(Stored items)
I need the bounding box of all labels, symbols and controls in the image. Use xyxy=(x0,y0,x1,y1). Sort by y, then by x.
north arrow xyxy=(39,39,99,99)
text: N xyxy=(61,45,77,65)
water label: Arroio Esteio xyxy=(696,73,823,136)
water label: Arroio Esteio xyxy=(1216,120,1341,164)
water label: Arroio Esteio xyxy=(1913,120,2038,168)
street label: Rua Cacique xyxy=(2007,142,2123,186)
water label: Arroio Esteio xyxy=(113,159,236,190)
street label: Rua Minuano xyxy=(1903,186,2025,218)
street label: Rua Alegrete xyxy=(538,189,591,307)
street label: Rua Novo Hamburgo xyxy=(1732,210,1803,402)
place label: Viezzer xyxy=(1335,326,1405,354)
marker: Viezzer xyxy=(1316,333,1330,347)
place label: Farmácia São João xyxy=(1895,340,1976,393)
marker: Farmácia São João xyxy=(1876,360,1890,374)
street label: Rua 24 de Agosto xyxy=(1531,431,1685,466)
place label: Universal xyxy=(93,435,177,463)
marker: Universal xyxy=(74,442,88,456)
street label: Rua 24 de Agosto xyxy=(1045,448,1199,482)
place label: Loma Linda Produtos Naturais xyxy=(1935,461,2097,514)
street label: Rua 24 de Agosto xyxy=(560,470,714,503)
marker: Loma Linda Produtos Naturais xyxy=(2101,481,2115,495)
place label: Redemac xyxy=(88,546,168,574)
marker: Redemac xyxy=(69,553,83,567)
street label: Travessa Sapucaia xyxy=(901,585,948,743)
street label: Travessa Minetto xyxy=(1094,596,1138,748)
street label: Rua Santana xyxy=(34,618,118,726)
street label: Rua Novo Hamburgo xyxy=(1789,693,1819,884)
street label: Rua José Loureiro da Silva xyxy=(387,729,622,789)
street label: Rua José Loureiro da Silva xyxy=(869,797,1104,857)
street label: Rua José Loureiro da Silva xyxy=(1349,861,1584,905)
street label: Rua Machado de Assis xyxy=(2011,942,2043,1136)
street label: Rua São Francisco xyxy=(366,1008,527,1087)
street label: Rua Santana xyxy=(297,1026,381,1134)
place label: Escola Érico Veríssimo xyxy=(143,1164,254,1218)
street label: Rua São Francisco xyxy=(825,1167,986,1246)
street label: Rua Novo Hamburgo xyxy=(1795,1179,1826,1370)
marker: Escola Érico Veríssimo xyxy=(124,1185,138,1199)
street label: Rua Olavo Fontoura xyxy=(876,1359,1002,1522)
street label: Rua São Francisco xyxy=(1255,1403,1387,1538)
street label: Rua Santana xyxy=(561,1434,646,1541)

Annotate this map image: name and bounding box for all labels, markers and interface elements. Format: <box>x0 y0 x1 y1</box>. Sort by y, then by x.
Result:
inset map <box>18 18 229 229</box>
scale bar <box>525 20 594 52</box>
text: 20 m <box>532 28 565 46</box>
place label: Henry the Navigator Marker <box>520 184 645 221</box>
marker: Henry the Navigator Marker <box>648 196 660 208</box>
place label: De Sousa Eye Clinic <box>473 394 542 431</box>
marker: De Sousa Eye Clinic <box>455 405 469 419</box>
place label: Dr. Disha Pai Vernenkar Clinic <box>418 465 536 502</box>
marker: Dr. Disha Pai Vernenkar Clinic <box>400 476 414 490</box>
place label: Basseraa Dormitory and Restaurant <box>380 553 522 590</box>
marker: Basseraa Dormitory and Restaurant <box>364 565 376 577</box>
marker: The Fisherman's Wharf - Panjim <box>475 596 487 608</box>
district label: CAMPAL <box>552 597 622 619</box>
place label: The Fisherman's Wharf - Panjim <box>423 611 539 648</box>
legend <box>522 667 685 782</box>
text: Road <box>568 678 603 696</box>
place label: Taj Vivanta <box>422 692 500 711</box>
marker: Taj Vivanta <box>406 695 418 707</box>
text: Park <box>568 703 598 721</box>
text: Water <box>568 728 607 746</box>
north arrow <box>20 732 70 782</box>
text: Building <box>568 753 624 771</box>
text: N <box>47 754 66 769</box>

▶ [About this exercise]: All lines above in which the word "Universal" occurs should be identified and copied.

▶ [Written response]:
place label: Universal xyxy=(93,435,177,463)
marker: Universal xyxy=(74,442,88,456)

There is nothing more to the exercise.